By JP Benitez, Attorney at Law
Last time on Fairey vs. the Associated Press: Shepard Fairey, an artist, went to court to declare his use of a news photograph of Obama at a press conference in making his now-infamous "Hope" poster was a fair use under the Copyright laws of the United States. The Associated Press (the owner of the copyright in the photo) counterclaimed that Fairey’s use constituted an infringement of their rights in the photo.
The LA Times culture blog links to a story covering more Shepard Fairey and his Obama poster legal antics. This time, Mr. Fairey pointed the finger back at the Associated Press suggesting that the AP’s use of his "Hope" poster image without obtaining his permission was inappropriate. One of Fairey’s affirmative defenses to the AP’s counterclaim (filed 4/14/09, page 29) notes:
"The doctrine of unclean hands and basic principles of equity prohibit The AP from contending that Counterclaim Defendants’ Obama Works infringe The AP’s copyrights when The AP itself exploits the copyrighted work of Fairey and other artists without permission and in a manner that is far less transformative than the Obama Works …"
One would hope Mr. Fairey would be a little more careful with his language. The legal equivalent of "he started it" may sound great when arguing about the case over a pint, but to even suggest that the AP might need to obtain a license before publishing reproductions of artists’ works in news stories could create bigger problems for artists going forward than having to incorporate phone calls, royalties and paperwork when meddling with appropriation art should Fairey lose this case. When nobody is making any money producing news these days, it’s hard to justify transaction costs in covering arts stories if your lead-in image requires clearance.
Now in full disclosure, for dramatic effect I’ve not been completely honest with my analysis. Fairey’s real gripe is not with any newspaper taking a picture of a work of art and using it in a story about the work, but with the AP’s licensing of those pictures to other publications without artist permission. And the AP doesn’t lack for chutzpah – in March, the Fairey document notes, the AP marketed their photograph licensing database by including a photo of Fairey’s mural-sized painting in the same theme (appropriately titled the "Obama Hope Mural") on the database ‘s homepage!
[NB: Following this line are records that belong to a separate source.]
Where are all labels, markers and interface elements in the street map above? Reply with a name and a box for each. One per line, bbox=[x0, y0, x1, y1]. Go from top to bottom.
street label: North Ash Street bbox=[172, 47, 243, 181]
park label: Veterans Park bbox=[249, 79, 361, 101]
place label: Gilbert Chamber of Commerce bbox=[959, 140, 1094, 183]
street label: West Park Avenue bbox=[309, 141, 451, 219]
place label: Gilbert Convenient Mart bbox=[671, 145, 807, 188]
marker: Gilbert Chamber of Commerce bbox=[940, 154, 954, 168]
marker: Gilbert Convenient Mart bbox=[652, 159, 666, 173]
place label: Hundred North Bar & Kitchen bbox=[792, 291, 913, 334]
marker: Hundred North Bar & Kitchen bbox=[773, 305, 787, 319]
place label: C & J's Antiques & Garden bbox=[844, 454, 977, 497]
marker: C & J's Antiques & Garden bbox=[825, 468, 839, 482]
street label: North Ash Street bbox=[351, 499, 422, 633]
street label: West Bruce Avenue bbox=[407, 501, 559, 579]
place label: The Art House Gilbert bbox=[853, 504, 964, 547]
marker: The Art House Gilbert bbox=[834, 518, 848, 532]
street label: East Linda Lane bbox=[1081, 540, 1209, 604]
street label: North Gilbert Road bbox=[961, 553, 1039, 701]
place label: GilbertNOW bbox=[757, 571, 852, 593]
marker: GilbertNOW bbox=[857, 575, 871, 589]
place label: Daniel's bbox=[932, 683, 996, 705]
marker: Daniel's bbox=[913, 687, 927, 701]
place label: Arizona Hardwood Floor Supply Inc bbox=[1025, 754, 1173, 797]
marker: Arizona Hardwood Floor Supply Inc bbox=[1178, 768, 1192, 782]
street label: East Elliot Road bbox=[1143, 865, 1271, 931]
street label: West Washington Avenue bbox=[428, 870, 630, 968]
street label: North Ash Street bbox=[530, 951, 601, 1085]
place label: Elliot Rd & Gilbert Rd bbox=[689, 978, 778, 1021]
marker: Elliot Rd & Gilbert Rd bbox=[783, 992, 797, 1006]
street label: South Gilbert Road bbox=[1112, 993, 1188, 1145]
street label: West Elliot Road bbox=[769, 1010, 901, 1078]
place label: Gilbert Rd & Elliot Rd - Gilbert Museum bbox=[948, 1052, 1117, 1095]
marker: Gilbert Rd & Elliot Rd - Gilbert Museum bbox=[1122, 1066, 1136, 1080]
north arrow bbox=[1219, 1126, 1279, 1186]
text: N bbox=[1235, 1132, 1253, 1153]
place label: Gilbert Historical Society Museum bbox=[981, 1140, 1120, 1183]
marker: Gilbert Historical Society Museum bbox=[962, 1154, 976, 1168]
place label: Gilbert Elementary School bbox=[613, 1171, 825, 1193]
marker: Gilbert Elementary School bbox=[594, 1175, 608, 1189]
So why exactly is this language blog-worthy? Unlike how some headlines may have interpreted this statement, Fairey’s legal team isn’t exactly asserting an infringement. Fairey is defending the AP’s counterclaim of infringement by using an age old equitable maxim – one who comes into equity must come with clean hands. For those who aren’t wearing powdered wigs, Fairey is saying that since the AP does a certain type of bad thing, they can’t turn around and sue someone else for doing the same type of bad thing.
Of course, if this was an infringement count, the AP might assert their own "fair use" defense – that their use for "news reporting" (specifically singled out as a likely candidate for a fair use claim by the fair use statute itself) is "clean" even without requesting permission. As if this case weren’t already full of them, the argument begs even more questions testing the limits of fair use: Assuming it would be a fair use to take and publish a photograph of a work of art for a single news story, would it be a fair use to license that same fair photo?
10 years ago one would be pretty frightened for local media everywhere if the answer was "No" and the AP started building in the costs of clearing all of their own photos before licensing them outward (or simply choosing not to license photos that carried infringement risk). However, when everyone with a cell phone is a free-lance journalist and photographer, the loss of the AP’s "public service" in making its content available to local press (to the extent there is any left) would seem the least of an editor’s worries right now.